Jan Fabre, artiste et chorégraphe bien connu en Belgique, a été condamné aujourd’hui à 18 mois de prison avec sursis par un tribunal d’Anvers dans le cadre d’une enquête sur des allégations de harcèlement sexuel et d’attentat à la pudeur.
Il a été reconnu coupable dans six affaires, dont celle concernant des voies de fait, qui impliquait un prétendu baiser français.

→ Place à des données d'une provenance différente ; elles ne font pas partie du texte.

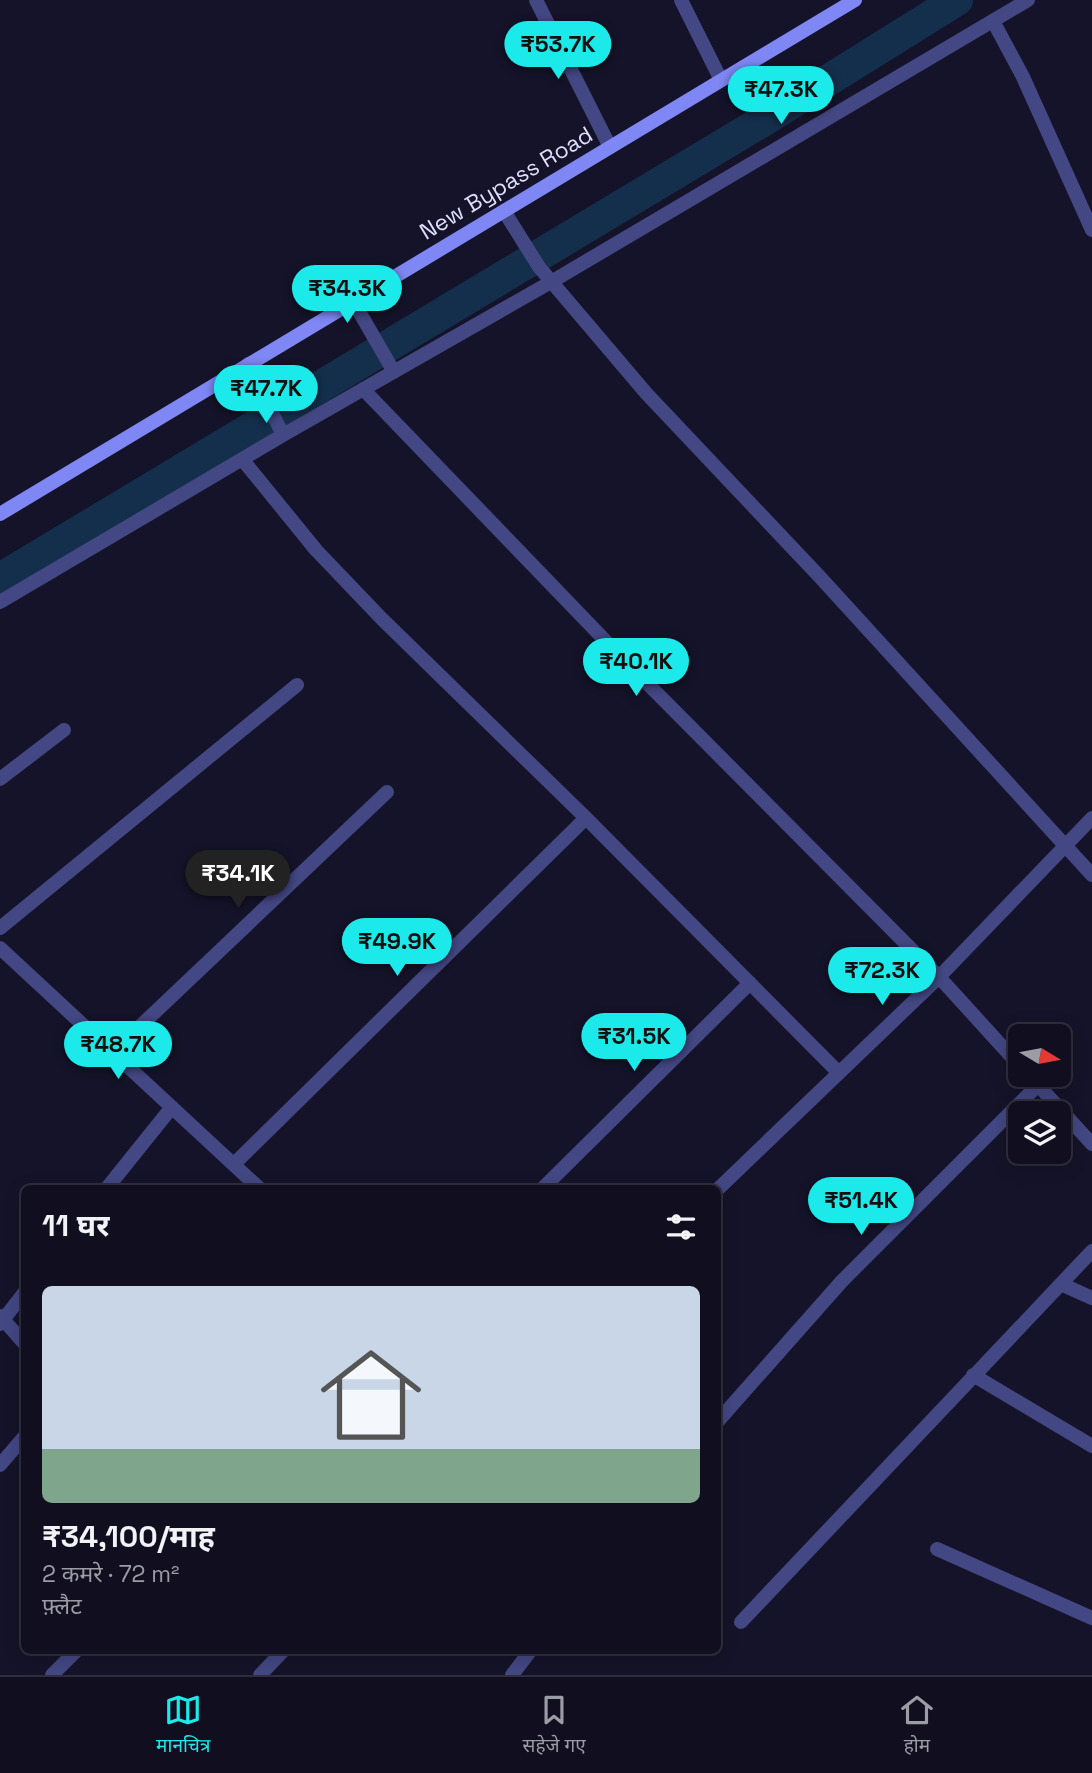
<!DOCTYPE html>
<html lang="hi">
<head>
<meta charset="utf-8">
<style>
  body { margin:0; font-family:"Space Grotesk","Noto Sans Devanagari",sans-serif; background:#191728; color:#f1f3f6; height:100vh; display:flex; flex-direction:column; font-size:26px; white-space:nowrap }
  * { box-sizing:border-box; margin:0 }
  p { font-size:23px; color:#9c9ca4 }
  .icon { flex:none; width:38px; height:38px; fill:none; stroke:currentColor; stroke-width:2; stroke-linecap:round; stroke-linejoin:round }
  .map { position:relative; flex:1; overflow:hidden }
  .details { position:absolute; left:21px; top:1185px; width:700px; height:469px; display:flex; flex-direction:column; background:#100e1f; border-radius:10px; box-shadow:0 4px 18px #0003,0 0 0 2px #302e3d }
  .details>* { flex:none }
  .needle { width:46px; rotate:100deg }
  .controls { position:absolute; left:1008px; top:1024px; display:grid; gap:14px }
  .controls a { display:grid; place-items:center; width:63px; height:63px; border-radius:10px; background:#100e1f; box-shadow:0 4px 18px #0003,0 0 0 2px #302e3d; font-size:35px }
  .price { position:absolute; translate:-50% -60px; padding:0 16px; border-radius:24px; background:#1ceaea; color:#111; font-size:23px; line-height:46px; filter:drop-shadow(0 2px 4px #0008) }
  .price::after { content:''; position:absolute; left:50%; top:42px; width:21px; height:16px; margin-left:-10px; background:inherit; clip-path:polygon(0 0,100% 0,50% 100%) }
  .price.current { background:#222; color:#fff }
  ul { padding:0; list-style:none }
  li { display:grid; align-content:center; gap:14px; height:371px; padding:0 21px }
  li span { display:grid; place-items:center; height:217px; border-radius:10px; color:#555 }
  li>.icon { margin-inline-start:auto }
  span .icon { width:126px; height:126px; fill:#fffc; stroke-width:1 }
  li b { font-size:30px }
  h2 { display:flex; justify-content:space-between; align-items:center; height:84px; padding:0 21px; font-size:30px }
  .tab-bar { display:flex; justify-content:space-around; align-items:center; height:98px; border-top:2px solid #302e3d; background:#100e1f; font-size:19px; color:#9c9ca4 }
  .tab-bar a { display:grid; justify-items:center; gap:4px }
  .tab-bar .current { color:#1ceaea }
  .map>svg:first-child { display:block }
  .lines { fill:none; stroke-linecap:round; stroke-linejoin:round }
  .canal { stroke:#142f4c; stroke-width:32 }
  .minor { stroke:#434783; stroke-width:14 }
  .secondary { stroke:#7e87f3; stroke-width:14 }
  .labels { text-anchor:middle; stroke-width:5; stroke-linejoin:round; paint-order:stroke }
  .street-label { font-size:23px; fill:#dedefc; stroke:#151329 }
</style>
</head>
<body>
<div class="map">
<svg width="1092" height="1675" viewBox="0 0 1092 1675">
  <rect width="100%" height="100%" fill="#151329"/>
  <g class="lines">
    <!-- canal -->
    <path class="canal" d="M0,579L766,119L957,0"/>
    <!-- minor -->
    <path class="minor" d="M536,0L610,147
      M681,0L721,80
      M993,21L1023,77L1092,230
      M504,211L539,267L646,393L819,576L1092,875
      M353,301L394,372
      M248,364L283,435
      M363,389L622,658L939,977L1020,1066
      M242,459L316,550L382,619L586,818L839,1073
      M0,602L283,435L551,282L1028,0
      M0,779L64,730
      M0,928L297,685
      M0,948L259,1188
      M113,1052L387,792
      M1028,1074L1092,1144
      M234,1164L586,818
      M107,1188L172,1107
      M543,1188L750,983
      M718,1189L939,977L1092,818
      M1061,1284L1092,1298
      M0,1316L24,1343
      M0,1324L24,1293
      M973,1375L1092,1446
      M718,1421L842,1281L1038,1085
      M0,1465L24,1437
      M937,1549L1092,1618
      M741,1622L1092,1251
      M52,1675L77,1650
      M260,1675L284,1650
      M512,1675L531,1650"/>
    <!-- secondary -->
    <path class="secondary" d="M0,514L855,0"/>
  </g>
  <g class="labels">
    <!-- street labels -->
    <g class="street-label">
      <text transform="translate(506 183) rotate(-31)" y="8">New Bypass Road</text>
    </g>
  </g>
</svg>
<div class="controls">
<a><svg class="needle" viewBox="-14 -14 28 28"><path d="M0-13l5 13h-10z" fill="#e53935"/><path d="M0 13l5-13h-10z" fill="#9c9ca4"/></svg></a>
<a><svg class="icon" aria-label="layers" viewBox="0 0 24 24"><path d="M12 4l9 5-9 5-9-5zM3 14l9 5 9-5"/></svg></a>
</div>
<b class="price" style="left:558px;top:81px">₹53.7K</b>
<b class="price" style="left:781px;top:126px">₹47.3K</b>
<b class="price" style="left:347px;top:325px">₹34.3K</b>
<b class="price" style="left:266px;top:425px">₹47.7K</b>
<b class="price" style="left:636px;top:698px">₹40.1K</b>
<b class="price current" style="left:238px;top:910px">₹34.1K</b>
<b class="price" style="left:397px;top:978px">₹49.9K</b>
<b class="price" style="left:882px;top:1007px">₹72.3K</b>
<b class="price" style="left:634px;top:1073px">₹31.5K</b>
<b class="price" style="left:118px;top:1081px">₹48.7K</b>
<b class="price" style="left:861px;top:1237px">₹51.4K</b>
<section class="details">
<h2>11 घर<svg class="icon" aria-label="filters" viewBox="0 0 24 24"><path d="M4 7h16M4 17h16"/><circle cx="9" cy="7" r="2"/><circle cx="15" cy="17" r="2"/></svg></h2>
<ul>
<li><span style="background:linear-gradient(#c9d6e8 75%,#7fa58c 0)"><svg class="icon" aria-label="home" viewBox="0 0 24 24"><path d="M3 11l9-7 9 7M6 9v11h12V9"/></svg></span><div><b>₹34,100/माह</b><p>2 कमरे · 72 m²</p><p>फ़्लैट</p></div></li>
</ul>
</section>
</div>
<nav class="tab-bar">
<a class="current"><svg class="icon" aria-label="map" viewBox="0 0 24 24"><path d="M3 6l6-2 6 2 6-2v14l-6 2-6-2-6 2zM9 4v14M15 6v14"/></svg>मानचित्र</a>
<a><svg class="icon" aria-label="saved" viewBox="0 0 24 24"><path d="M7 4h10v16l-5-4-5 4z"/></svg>सहेजे गए</a>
<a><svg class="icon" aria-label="home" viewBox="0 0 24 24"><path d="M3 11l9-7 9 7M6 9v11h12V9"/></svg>होम</a>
</nav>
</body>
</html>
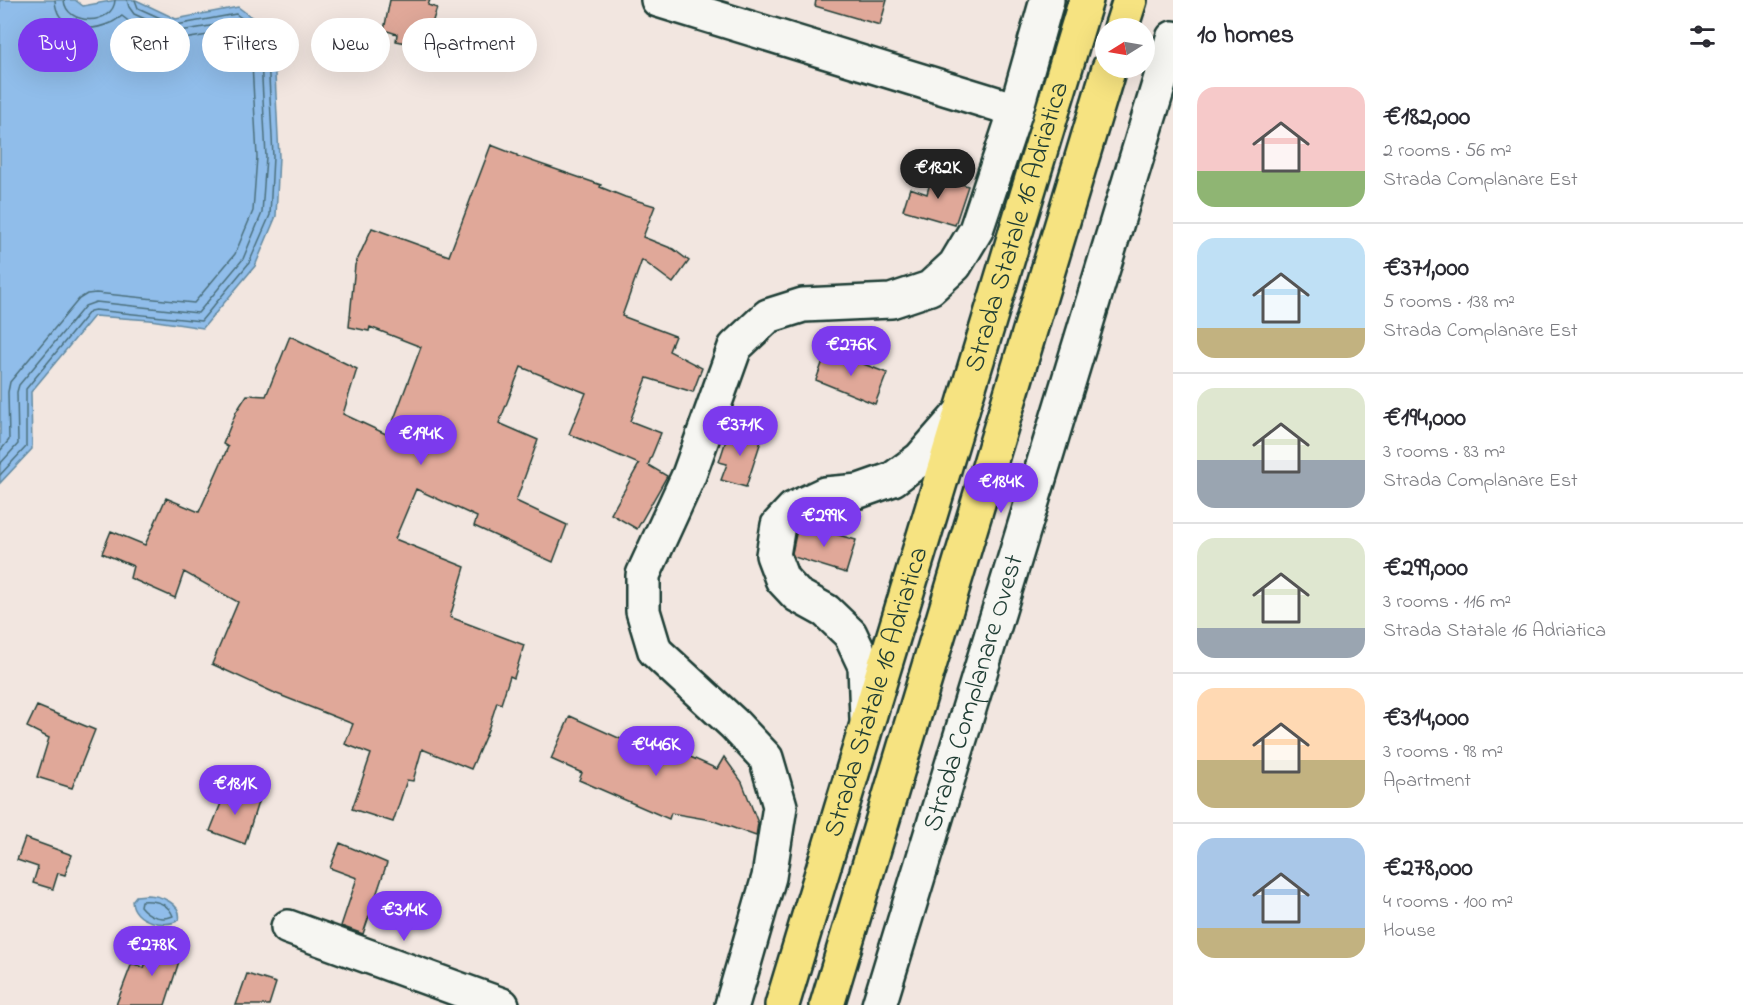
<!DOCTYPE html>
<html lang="en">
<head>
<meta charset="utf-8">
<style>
  body { margin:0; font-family:"Indie Flower",sans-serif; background:#f2f2f3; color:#2b2b33; height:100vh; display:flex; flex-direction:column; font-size:22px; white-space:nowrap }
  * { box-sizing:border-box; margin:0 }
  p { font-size:20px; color:#7c7c81 }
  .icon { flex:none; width:33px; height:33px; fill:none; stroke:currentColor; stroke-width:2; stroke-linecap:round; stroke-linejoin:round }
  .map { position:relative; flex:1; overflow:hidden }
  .sheet { display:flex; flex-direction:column; background:#fff; width:570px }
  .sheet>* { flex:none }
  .hud { position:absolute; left:18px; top:18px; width:570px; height:54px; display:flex; gap:12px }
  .needle { width:39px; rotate:259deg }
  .tools { position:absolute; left:1095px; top:18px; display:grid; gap:12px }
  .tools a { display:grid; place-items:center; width:60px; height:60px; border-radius:50%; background:#fff; box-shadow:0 6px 24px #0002; font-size:30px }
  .price { position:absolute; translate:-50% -51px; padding:0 14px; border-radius:21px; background:#7c3aed; color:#fff; font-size:20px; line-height:39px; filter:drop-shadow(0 2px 3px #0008) }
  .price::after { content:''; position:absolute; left:50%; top:36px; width:18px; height:14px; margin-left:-9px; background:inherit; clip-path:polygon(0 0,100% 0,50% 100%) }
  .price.active { background:#222; color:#fff }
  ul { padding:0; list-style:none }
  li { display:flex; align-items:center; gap:18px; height:150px; padding:0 24px }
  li+li { border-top:2px solid #e1e1e2 }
  li span { display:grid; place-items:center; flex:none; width:168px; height:120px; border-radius:18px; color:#555 }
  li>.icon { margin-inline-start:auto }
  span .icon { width:72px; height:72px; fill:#fffc; stroke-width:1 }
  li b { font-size:26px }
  h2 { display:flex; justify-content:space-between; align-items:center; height:72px; padding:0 24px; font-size:26px }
  .tag { padding:0 21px; border-radius:27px; background:#fff; box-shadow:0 6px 24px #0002; font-size:21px; line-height:54px }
  .tag.active { background:#7c3aed; color:#fff }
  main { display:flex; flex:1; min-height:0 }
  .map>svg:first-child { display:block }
  .water { fill:#90bdea; stroke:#638aa1; stroke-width:1.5 }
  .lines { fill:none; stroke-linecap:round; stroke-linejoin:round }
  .shore { stroke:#4c707d; stroke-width:1.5 }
  .building { fill:#e0a899; stroke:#1f3d34; stroke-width:1.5 }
  .minor-casing { stroke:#1f3d34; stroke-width:38 }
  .highway-casing { stroke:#1f3d34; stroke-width:38 }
  .minor { stroke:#f6f6f2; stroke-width:33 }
  .highway { stroke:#f6e381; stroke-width:33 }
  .labels { text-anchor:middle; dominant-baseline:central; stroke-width:4.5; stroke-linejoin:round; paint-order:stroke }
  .street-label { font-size:27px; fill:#1f3d34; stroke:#f6f6f2 }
</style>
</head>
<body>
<main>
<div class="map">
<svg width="1173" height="1005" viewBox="0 0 1173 1005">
  <rect width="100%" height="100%" fill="#f2e6e0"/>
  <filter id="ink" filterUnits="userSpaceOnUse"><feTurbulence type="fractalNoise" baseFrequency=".0167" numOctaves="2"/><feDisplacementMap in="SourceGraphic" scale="12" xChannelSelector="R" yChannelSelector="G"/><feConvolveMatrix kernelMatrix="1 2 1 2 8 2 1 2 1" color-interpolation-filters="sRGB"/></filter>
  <g filter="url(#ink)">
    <path class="water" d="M 0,0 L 75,0 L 83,6 L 116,0 L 136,0 L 176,19 L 238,7 L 273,33 L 279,157 L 276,216 L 255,266 L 203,328 L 150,320 L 94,316 L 31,392 L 32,449 L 0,483 Z
      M 147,895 C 160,895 183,904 179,920 C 164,929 133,921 132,901 L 136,896 Z"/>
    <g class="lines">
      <path class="shore" d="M 64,0 C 66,27 114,25 115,0
        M 0,451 L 9,440 L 8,392 L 10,382 L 79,299 L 87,294 L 96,293 L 194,303 L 235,254 L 253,211 L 257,157 L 251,45 L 232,31 L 172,41 L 131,23 L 122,16 C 118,18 114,22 110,23 C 88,33 56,29 55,0
        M 0,464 L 18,444 L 17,392 L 19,385 L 85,306 L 96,302 L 198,313 L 243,259 L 262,213 L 266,157 L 260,40 L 234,22 L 174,32 L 134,14 L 129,7 L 127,0
        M 0,475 L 26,447 L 26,389 L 90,311 L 95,310 L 201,321 L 249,263 L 270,215 L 273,157 L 267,37 L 236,14 L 176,25 L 138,8 L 135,0
        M 141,901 C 154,900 168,903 173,916 C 161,921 148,916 140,906 Z"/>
    </g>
    <path class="building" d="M 390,0 L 430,0 L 428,5 L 437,8 L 427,39 L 423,38 L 420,46 L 396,41 L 397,34 L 384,30 Z
      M 816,0 L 887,0 L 880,25 L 815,6 Z
      M 491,145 L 517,155 L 517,156 L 601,185 L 600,187 L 625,197 L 655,206 L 643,237 L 673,249 L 689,261 L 673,283 L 642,260 L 622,316 L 675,336 L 669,351 L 702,368 L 693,392 L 647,378 L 630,421 L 661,433 L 648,465 L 667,476 L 637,529 L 611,514 L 639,464 L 569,434 L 586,393 L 521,367 L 499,423 L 538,440 L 516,501 L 567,525 L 553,562 L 474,526 L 477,517 L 416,489 L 395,539 L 465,567 L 450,617 L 524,645 L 514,678 L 510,676 L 501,704 L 497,702 L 488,730 L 471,769 L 422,749 L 413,781 L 407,780 L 393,822 L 352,809 L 371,754 L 345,744 L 353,724 L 277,694 L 212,664 L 238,602 L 184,572 L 175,598 L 130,578 L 133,566 L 102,553 L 111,531 L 145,545 L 166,498 L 199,512 L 228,447 L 223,444 L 236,412 L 247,395 L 266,396 L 290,336 L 357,369 L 343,414 L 388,435 L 421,347 L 370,327 L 369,331 L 349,327 L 355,265 L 372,228 L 449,256 Z
      M 932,175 L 968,186 L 955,225 L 903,210 L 910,188 L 927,194 Z
      M 827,350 L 887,373 L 875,404 L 816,380 Z
      M 738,431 L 762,438 L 746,487 L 721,480 L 727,464 L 719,462 L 728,434 L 736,435 Z
      M 804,525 L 856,540 L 846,573 L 794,557 L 792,553 L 796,534 Z
      M 37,706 L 95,730 L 72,788 L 37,777 L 49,738 L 27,727 Z
      M 570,716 L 645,750 L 648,742 L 657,742 L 717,769 L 724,757 L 742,782 L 758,823 L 756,836 L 711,820 L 671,813 L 669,819 L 579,780 L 582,773 L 551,759 Z
      M 227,788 L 259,799 L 245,844 L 210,831 Z
      M 25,838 L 72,855 L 65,875 L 58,873 L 53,889 L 33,883 L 38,867 L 17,860 Z
      M 340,843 L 387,863 L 363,934 L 341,926 L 357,878 L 330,868 Z
      M 154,939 L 183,949 L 165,1005 L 116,1005 L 132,963 L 144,968 Z
      M 247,974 L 276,983 L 269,1005 L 236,1005 Z"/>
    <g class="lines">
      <g class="minor-casing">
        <g id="minor">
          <path d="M 658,0 L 1016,110"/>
          <path d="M 867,719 L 865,666 L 850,634 L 826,611 L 797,595 L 782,579 L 773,555 L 778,525 L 793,509 L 825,494 L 859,491 L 893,479 L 920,459 L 962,411"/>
          <path d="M 288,927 L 502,1005"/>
          <path d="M 732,1005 L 769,877 L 780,806 L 766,758 L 734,724 L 655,651 L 643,611 L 643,575 L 689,475 L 735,347 L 768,316 L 803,305 L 891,301 L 930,288 L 955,265 L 976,230 L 1016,110 L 1047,0"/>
          <path id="s1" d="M 879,1005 L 1173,38"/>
        </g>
      </g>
      <g class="highway-casing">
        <g id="highway">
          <path d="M 1121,28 L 1130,0"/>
          <path id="s2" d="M 782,1005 L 1086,0"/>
          <path d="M 827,1005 L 1109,68"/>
        </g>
      </g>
      <use href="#minor" class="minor"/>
      <use href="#highway" class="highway"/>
    </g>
  </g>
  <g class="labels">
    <g class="street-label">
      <text stroke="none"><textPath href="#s2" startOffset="813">Strada Statale 16 Adriatica</textPath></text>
      <text stroke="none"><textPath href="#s2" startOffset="327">Strada Statale 16 Adriatica</textPath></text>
      <text stroke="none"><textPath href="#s1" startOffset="326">Strada Complanare Ovest</textPath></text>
    </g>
  </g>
</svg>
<div class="tools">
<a><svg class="needle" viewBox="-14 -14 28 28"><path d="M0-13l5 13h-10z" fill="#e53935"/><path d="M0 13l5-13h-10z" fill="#7c7c81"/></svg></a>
</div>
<b class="price active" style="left:938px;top:200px">€182K</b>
<b class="price" style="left:851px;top:377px">€276K</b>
<b class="price" style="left:740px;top:457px">€371K</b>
<b class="price" style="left:421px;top:466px">€194K</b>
<b class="price" style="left:1001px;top:514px">€184K</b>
<b class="price" style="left:824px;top:548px">€299K</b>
<b class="price" style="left:656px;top:777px">€446K</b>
<b class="price" style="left:235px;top:816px">€181K</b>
<b class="price" style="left:404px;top:942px">€314K</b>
<b class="price" style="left:152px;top:977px">€278K</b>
<div class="hud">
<a class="tag active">Buy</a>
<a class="tag">Rent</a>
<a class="tag">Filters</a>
<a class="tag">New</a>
<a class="tag">Apartment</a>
</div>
</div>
<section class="sheet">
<h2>10 homes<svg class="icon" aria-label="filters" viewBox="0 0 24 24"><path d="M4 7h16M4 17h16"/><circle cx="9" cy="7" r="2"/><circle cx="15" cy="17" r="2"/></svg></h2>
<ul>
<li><span style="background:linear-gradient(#f6c9c9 70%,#8fb573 0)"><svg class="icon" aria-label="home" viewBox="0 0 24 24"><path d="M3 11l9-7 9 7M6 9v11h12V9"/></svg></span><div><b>€182,000</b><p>2 rooms · 56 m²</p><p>Strada Complanare Est</p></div></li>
<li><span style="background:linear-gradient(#bfe0f5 75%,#c2b280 0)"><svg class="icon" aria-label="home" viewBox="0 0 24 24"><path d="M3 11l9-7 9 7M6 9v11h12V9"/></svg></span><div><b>€371,000</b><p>5 rooms · 138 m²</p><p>Strada Complanare Est</p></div></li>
<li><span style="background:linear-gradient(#dfe7d0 60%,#9aa5b1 0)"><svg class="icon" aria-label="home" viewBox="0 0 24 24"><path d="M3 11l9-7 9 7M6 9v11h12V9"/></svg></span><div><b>€194,000</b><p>3 rooms · 83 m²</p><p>Strada Complanare Est</p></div></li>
<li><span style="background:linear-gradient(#dfe7d0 75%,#9aa5b1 0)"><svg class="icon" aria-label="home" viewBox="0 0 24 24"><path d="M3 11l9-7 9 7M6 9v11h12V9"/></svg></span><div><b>€299,000</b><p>3 rooms · 116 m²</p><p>Strada Statale 16 Adriatica</p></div></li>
<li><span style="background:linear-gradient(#ffd9b3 60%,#c2b280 0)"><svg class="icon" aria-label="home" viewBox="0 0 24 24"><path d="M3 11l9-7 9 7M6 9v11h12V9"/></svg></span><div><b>€314,000</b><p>3 rooms · 98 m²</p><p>Apartment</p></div></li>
<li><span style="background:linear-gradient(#a9c7e8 75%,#c2b280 0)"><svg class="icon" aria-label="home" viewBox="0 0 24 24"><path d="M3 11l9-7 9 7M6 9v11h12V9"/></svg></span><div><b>€278,000</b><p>4 rooms · 100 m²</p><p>House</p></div></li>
</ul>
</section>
</main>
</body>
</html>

L’artiste a nié que cet acte et toute autre forme de harcèlement aient eu lieu.
Le Horaires de Bruxelles a rapporté que la peine avec sursis – ce qui signifie qu’il n’a pas à purger sa peine dans une prison s’il remplit certaines conditions – prive également Fabre de ses droits civils pour les cinq prochaines années, l’empêchant d’entreprendre des activités comme voter dans le pays qu’il a longtemps appelé à la maison.
En 2018, 20 personnes anciennement affiliées à la compagnie de danse Troubleyn de Fabre ont allégué que l’artiste avait harcelé sexuellement des employés. Les accusations ont été rendues publiques dans une lettre au magazine culturel Recto verso. Huit ont signé la lettre avec leur nom, tandis que les 12 autres ont été mentionnés de manière anonyme.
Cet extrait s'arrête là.